People feel the blood should be refreshed. It’s stifling here. The literary Messiah, awaited in vain for so long, will arrive from there – from the sunny steppe, washed by the sea.
1 Known as the Gallery of Art Nouveau because of its turn-of-the-century buildings, Kamennoostrovsky Prospect was, in the words of Osip Mandelstam, “one of the lightest and most irresponsible streets of Petersburg” (Mandelstam, The Egyptian Stamp).
2 Isa Kremer (1885-1956) was a Russian Jewish soprano who moved to Odessa when she was twelve and began writing revolutionary poetry for a local paper. After studying opera in Milan, she went on to become a star of classical and popular song, singing in many languages, including Yiddish. She eventually moved to the United States and then settled in Argentina.
3 Sergei Utochkin (1876-1915), pioneering Russian aviator, born in Odessa. In 1929, fellow Odessan Yuri Olesha would write that Utochkin “was considered a freak. He was a subject of fun. It’s unclear why that was. He was one of the first to ride a bicycle, a motorcycle, an automobile, one of the first to fly. People laughed. He crashed flying between Petersburg and Moscow. People laughed. He was a champion, but in Odessa they thought he was the town madman.”

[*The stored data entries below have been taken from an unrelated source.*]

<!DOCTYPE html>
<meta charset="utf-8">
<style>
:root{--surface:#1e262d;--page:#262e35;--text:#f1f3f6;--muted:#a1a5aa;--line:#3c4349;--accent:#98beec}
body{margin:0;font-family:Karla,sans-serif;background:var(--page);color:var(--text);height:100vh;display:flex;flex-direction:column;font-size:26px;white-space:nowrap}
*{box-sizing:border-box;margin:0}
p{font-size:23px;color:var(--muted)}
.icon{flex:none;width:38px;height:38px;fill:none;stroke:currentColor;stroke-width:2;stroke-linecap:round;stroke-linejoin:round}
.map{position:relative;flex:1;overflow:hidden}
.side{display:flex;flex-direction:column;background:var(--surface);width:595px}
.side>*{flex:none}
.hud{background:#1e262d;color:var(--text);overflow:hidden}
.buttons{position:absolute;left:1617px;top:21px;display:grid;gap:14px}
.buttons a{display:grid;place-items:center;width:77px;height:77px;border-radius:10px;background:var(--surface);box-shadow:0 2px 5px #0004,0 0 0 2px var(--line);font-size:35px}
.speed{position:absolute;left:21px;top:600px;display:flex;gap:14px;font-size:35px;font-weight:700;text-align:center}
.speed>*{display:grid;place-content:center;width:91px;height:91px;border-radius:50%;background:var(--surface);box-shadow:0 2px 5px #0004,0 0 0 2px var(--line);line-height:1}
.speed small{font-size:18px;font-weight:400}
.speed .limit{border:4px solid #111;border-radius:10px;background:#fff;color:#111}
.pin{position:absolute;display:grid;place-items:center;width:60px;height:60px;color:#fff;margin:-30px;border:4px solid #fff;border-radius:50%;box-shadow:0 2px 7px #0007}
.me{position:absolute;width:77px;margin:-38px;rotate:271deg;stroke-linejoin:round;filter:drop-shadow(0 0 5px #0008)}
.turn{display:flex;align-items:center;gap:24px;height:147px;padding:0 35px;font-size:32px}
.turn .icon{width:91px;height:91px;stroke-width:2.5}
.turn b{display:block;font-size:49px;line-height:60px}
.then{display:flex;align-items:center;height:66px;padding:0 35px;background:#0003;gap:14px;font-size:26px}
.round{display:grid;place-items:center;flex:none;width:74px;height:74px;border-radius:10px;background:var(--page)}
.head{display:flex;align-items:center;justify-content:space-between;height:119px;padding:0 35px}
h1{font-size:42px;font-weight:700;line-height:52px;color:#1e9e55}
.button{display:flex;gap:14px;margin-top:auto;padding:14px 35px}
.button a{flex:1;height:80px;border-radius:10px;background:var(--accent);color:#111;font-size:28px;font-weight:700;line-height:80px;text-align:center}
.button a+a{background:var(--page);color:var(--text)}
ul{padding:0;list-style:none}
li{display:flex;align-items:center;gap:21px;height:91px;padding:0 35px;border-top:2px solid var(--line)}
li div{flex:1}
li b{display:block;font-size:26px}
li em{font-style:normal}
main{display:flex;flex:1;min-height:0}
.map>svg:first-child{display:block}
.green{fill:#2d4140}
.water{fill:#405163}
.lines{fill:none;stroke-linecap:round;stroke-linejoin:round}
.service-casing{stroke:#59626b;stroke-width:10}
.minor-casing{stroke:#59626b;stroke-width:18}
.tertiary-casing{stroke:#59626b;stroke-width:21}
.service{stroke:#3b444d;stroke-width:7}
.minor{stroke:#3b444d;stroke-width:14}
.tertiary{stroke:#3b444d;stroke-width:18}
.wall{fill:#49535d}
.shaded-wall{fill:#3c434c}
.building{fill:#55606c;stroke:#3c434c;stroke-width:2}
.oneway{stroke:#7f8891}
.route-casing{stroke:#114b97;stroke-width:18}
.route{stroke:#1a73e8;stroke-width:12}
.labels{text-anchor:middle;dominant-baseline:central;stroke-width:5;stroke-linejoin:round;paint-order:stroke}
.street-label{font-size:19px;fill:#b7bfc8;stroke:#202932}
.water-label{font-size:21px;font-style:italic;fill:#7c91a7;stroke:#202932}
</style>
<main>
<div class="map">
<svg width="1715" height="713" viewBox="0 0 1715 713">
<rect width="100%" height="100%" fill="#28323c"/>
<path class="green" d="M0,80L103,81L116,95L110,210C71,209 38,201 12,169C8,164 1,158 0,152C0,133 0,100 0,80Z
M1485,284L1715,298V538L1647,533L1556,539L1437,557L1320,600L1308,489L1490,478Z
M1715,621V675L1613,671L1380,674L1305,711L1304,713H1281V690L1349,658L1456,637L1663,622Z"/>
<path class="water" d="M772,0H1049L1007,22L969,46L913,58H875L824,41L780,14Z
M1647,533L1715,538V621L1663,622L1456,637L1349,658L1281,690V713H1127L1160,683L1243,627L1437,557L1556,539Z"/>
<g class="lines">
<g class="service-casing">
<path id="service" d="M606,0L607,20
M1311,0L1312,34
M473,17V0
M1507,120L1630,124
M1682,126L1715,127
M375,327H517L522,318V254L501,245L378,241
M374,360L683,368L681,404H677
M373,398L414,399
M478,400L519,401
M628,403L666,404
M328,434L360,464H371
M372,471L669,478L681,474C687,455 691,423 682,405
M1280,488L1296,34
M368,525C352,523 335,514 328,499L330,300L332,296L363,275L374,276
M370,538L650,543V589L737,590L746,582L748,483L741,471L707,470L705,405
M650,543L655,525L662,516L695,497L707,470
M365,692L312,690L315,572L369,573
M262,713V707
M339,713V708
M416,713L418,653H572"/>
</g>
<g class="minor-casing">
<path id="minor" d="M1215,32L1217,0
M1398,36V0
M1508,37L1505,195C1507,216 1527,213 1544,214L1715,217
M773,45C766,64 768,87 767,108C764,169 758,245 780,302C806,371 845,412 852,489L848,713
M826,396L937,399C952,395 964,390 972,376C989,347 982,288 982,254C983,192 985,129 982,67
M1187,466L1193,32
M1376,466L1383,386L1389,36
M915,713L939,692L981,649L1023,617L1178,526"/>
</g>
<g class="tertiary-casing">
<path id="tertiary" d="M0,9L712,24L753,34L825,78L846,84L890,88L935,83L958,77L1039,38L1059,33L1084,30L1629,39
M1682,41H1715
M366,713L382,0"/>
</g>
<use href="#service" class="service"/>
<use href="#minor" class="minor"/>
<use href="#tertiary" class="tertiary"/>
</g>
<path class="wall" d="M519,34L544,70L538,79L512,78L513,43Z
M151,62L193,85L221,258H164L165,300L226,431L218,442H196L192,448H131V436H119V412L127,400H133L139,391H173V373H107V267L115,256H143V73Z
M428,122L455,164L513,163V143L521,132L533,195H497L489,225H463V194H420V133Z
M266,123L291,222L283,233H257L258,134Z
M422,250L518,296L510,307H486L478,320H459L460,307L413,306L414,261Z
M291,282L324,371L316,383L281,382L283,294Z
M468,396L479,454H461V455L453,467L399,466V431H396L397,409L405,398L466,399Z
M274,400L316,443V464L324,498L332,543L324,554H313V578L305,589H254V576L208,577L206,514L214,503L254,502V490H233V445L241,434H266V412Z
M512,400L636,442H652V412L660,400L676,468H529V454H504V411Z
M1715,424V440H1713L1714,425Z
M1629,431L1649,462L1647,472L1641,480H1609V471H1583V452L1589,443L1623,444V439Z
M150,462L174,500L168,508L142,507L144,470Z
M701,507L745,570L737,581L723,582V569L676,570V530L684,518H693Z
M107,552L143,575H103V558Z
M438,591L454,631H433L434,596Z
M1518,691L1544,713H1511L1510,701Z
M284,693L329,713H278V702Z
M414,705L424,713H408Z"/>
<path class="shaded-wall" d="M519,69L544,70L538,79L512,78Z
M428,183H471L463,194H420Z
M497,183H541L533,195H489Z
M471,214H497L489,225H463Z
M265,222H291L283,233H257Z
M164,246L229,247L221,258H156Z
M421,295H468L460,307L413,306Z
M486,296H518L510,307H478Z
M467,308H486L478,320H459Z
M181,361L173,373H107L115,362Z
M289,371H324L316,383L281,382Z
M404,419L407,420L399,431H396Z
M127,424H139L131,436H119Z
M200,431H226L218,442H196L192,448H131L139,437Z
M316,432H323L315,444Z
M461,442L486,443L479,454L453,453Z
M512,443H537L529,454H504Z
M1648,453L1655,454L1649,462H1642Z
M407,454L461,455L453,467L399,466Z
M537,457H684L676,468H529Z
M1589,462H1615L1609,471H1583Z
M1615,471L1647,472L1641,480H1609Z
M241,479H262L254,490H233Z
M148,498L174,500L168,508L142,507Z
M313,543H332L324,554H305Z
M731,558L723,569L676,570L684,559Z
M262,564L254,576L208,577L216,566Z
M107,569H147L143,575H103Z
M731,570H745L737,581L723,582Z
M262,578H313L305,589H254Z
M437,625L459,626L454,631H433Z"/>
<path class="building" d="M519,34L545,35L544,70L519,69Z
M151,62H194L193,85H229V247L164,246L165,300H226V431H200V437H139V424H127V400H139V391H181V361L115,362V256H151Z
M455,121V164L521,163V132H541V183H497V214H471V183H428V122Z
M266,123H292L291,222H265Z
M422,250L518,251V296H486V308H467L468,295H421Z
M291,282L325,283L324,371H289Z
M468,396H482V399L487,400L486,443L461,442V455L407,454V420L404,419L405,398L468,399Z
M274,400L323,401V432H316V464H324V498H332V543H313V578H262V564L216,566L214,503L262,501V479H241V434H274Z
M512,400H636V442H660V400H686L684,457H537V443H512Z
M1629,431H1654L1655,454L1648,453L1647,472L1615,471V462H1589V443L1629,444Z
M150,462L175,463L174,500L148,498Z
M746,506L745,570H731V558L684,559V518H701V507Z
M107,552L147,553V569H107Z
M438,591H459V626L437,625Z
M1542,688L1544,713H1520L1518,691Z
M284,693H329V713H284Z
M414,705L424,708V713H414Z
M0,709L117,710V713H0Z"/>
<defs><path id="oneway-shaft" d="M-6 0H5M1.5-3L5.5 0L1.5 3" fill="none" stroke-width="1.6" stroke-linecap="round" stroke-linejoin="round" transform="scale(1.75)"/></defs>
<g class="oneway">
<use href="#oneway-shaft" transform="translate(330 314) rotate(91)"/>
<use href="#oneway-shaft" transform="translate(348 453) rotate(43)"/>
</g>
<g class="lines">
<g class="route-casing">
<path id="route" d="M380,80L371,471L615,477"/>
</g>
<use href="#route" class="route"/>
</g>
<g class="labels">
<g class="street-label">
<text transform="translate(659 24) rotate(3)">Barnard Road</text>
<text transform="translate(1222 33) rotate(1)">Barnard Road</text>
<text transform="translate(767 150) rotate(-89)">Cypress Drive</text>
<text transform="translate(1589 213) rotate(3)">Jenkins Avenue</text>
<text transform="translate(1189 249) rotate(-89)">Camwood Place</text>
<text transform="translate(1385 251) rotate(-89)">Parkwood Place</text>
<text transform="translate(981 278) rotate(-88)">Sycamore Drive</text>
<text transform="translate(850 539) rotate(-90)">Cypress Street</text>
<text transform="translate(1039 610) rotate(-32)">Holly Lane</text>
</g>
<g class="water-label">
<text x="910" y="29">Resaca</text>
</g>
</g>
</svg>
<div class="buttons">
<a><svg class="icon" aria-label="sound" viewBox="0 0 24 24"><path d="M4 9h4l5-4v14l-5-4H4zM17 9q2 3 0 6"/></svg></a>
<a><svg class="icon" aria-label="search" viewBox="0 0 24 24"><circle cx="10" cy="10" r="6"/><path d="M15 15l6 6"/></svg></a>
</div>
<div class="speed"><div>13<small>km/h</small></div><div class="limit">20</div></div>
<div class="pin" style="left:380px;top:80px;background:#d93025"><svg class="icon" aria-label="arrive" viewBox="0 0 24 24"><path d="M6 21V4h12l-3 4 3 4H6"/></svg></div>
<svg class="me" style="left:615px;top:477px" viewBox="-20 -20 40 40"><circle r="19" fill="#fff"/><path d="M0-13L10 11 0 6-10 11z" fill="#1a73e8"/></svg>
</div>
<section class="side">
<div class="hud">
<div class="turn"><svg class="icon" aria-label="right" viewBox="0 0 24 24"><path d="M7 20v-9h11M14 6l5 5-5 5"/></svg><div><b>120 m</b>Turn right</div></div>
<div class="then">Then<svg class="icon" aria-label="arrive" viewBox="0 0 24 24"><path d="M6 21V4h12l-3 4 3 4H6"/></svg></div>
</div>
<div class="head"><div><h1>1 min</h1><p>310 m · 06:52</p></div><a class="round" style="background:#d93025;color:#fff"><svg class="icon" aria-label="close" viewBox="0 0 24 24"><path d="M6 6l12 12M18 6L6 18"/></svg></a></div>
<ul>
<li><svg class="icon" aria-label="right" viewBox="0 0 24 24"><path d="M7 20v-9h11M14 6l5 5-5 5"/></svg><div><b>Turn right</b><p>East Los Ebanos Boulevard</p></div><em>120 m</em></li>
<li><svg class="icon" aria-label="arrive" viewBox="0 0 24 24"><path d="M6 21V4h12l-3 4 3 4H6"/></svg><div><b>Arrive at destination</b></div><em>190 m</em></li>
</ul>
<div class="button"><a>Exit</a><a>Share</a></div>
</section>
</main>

4 The Holy Sophia (Hagia Sophia or Holy Wisdom) is the cathedral that served as the seat of the Orthodox Patriarchate of Constantinople from 537 until 1453, when it was converted into a mosque by the Ottomans. It became a museum in 1935. Many Russian ideologues – including Dostoevsky – believed that it was Russia’s messianic destiny – as the last remaining Christian Empire or “Third Rome” – to retake Constantinople from the Muslim Turks.